While I’m glad progress is (finally) being made, I’m forced to ask one question. Why did it take so bloody long?

As I’ve mentioned repeatedly to various health care bureaucrats over the years, my region (Georgian Bay) has had electronic prescriptions for ELEVEN YEARS now. We’ve regularly been emailing pharmacies and had them message us with either requests, or further information.

Our project additionally allows for pharmacists to become part of the health care team by allowing them limited access to a few important pieces of health information they need to do their job properly. For example, they are allowed access to the patients kidney function tests (knowing that many drugs are excreted by the kidney).

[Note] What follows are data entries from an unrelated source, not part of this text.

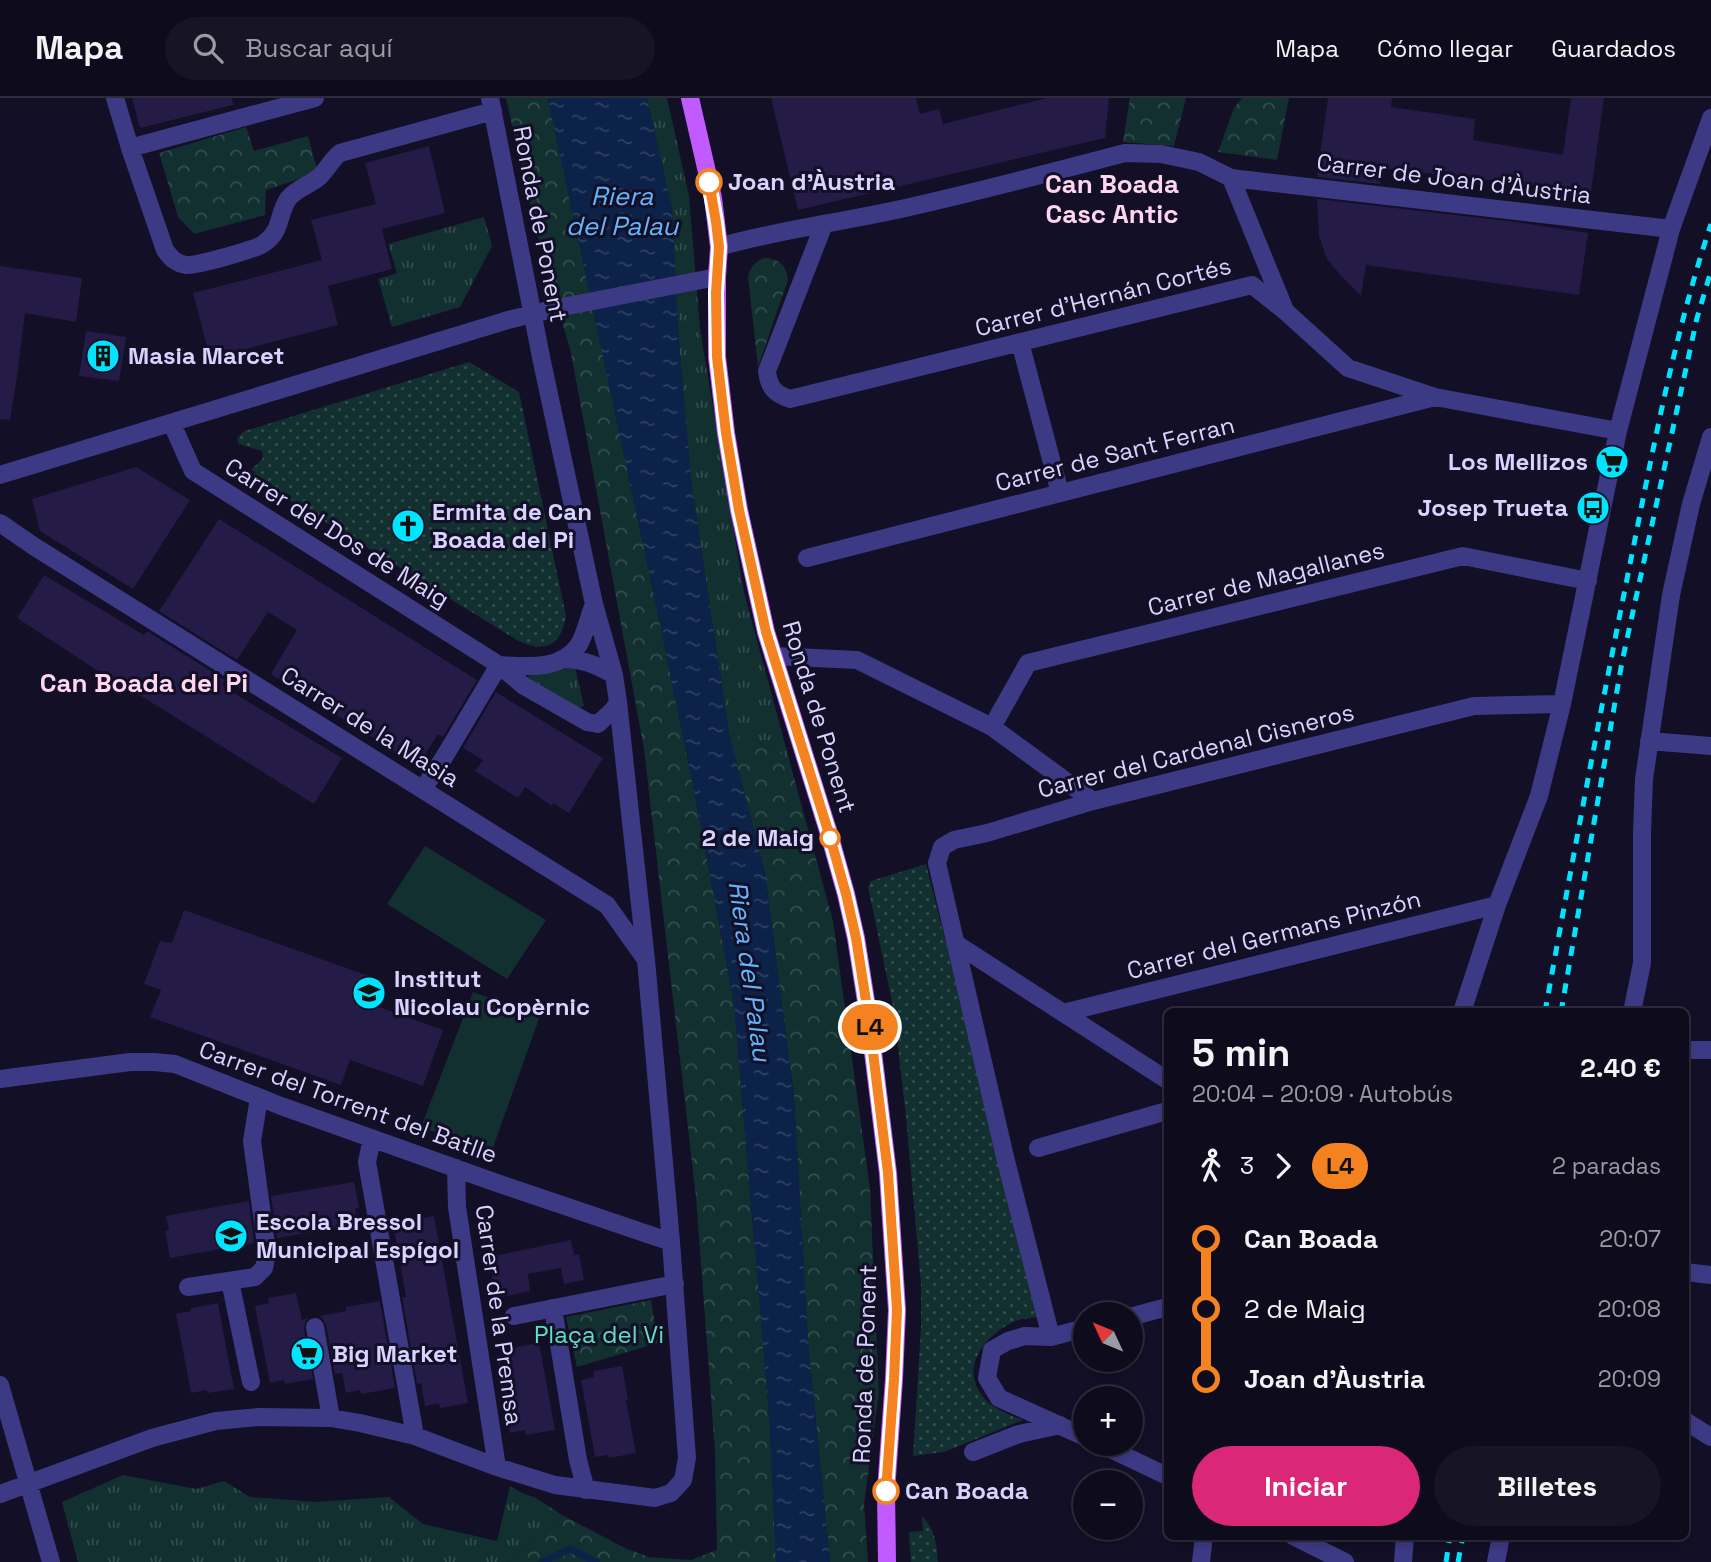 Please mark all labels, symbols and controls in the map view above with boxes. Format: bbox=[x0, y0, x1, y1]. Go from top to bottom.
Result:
search box bbox=[165, 17, 655, 80]
text: Mapa bbox=[35, 27, 123, 69]
icon: search bbox=[189, 29, 227, 67]
text: Buscar aquí bbox=[245, 31, 393, 65]
text: Mapa bbox=[1275, 33, 1339, 64]
text: Cómo llegar bbox=[1377, 33, 1513, 64]
text: Guardados bbox=[1551, 33, 1676, 64]
street label: Ronda de Ponent bbox=[506, 123, 575, 325]
street label: Carrer de Joan d'Àustria bbox=[1315, 146, 1593, 211]
place label: Joan d'Àustria bbox=[728, 166, 895, 197]
district label: Can Boada Casc Antic bbox=[1045, 167, 1179, 231]
marker: Joan d'Àustria bbox=[696, 169, 722, 195]
water label: Riera del Palau bbox=[566, 179, 679, 243]
street label: Carrer d'Hernán Cortés bbox=[972, 250, 1234, 343]
building icon: Masia Marcet bbox=[84, 337, 122, 375]
place label: Masia Marcet bbox=[128, 340, 284, 371]
street label: Carrer de Sant Ferran bbox=[992, 409, 1238, 498]
supermarket icon: Los Mellizos bbox=[1593, 443, 1631, 481]
place label: Los Mellizos bbox=[1448, 446, 1588, 477]
street label: Carrer del Dos de Maig bbox=[219, 451, 455, 614]
bus stop icon: Josep Trueta bbox=[1574, 489, 1612, 527]
place label: Josep Trueta bbox=[1417, 492, 1568, 523]
place label: Ermita de Can Boada del Pi bbox=[432, 496, 592, 555]
church icon: Ermita de Can Boada del Pi bbox=[389, 507, 427, 545]
street label: Carrer de Magallanes bbox=[1144, 534, 1387, 623]
street label: Ronda de Ponent bbox=[776, 617, 863, 817]
street label: Carrer de la Masia bbox=[275, 659, 465, 794]
district label: Can Boada del Pi bbox=[40, 666, 248, 700]
street label: Carrer del Cardenal Cisneros bbox=[1034, 696, 1357, 805]
place label: 2 de Maig bbox=[702, 822, 814, 853]
marker: 2 de Maig bbox=[820, 828, 840, 848]
water label: Riera del Palau bbox=[721, 879, 780, 1064]
street label: Carrer del Germans Pinzón bbox=[1124, 883, 1424, 986]
place label: Institut Nicolau Copèrnic bbox=[394, 963, 590, 1022]
school or university icon: Institut Nicolau Copèrnic bbox=[350, 974, 388, 1012]
line badge: L4 bbox=[838, 1004, 902, 1050]
text: L4 bbox=[856, 1011, 884, 1042]
text: 5 min bbox=[1192, 1029, 1290, 1077]
street label: Carrer del Torrent del Batlle bbox=[195, 1033, 501, 1170]
text: 2.40 € bbox=[1580, 1051, 1661, 1085]
text: 20:04 – 20:09 · Autobús bbox=[1192, 1079, 1453, 1109]
icon: walk bbox=[1192, 1147, 1230, 1185]
icon: forward bbox=[1264, 1147, 1302, 1185]
text: L4 bbox=[1326, 1150, 1354, 1181]
text: 3 bbox=[1240, 1151, 1254, 1181]
text: 2 paradas bbox=[1552, 1151, 1661, 1181]
street label: Carrer de la Premsa bbox=[469, 1203, 530, 1427]
place label: Escola Bressol Municipal Espígol bbox=[256, 1206, 459, 1265]
school or university icon: Escola Bressol Municipal Espígol bbox=[212, 1217, 250, 1255]
text: Can Boada bbox=[1244, 1222, 1378, 1256]
text: 20:07 bbox=[1599, 1224, 1661, 1254]
street label: Ronda de Ponent bbox=[846, 1264, 883, 1464]
text: 2 de Maig bbox=[1244, 1292, 1366, 1326]
text: 20:08 bbox=[1597, 1294, 1661, 1324]
north arrow bbox=[1073, 1302, 1143, 1372]
map controls bbox=[1073, 1302, 1143, 1540]
park label: Plaça del Vi bbox=[534, 1319, 664, 1350]
supermarket icon: Big Market bbox=[288, 1335, 326, 1373]
place label: Big Market bbox=[332, 1338, 458, 1369]
text: Joan d'Àustria bbox=[1244, 1362, 1425, 1396]
text: 20:09 bbox=[1598, 1364, 1661, 1394]
button: + bbox=[1073, 1386, 1143, 1456]
button: Iniciar bbox=[1192, 1446, 1420, 1526]
button: Billetes bbox=[1434, 1446, 1661, 1526]
button: − bbox=[1073, 1470, 1143, 1540]
place label: Can Boada bbox=[905, 1475, 1029, 1506]
marker: Can Boada bbox=[873, 1478, 899, 1504]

In that way, I have gotten much advice about changing the dosage of medicine based on how someone’s kidneys are working.

Building on this project, our local area has also ensured that the our After Hours Clinic uses the local EMR, so if patients have to go there, the physician on call can easily access their charts. The local hospital allows us to house our server in their IT room (increases security because of all the firewalls). The advantage of this is that hospital physicians can access all the outpatient records if needed, and provide better care for patients. Even our local hospice has access to this so that patients can get the care they deserve during their last days.

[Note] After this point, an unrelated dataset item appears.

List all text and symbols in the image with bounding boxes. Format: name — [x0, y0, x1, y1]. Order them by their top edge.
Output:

We were even able, for a three years to have the nursing homes access and securely message our EMRs. The result was an over 50% reduction in admissions to hospital from the nursing homes. The cost of the project was $35,000 per year, but the government couldn’t find the right pocket of money to fund it (sigh – see here for how the bureaucracy works) and so the project died. If you need a cure for insomnia, my talk with more details of how the project worked is here (skip to 7:28):

This then is the real frustration that I, and many other physicians have with EMRs and other Health IT systems. Can you just imagine how much further we would be if all areas of the Province had what a few isolated regions (like mine) have?

For COVID19 for example, our Covid Assessment Centre is on our EMR which means that I get an automatic notification if someone goes for a test. And if that test is positive, it allows for quick notification of the family physician so we can begin the process of contact tracing. It also allows for easy transmission of information of people with febrile respiratory illnesses so that we can track important information like when the symptoms started and ended.

Dr. Irfan Dhalla wrote an exceptional piece in the Globe and Mail on preparing for the winter in times of COVID19. Unsurprisingly, he called for reducing “untraced spread” of COVID19 (50% of all cases have no known contact) and a large part of that solution is a technological one, namely the Canada COVID alert app (available at both the Apple App Store and the Google Play Store).

While he’s correct about that, the reality is that we have more illnesses that we have to deal with than just COVID19. We need to be able to manage cancer, other infectious disease, heart disease, diabetes, the frail elderly with multiple problems and much more. The better we manage those illnesses, the more we can keep those patients out of hospital, which is great anytime, but particularly when there is a risk of hospitals being overwhelmed by a pandemic.

Again, in our neck of the woods the Home Care case co-ordinators are on our system. I often get messages from them about how one of my patients is doing, and requests for information from them (so much easier than faxing). This allows me to remotely address concerns patients are having sooner, and for frail patients, getting treatments sooner can often prevent a rapid deterioration, which will of course, prevent a hospitalization.

So while I really am glad that many more physicians will have access to PrescibeIT, I reluctantly point out that in its current iteration it only does about 65% of what our solution does. I suppose that’s better than 0% which people had before, but it is a testament to the failure of a wide swath of health care bureaucrats over the years that this is the best we have.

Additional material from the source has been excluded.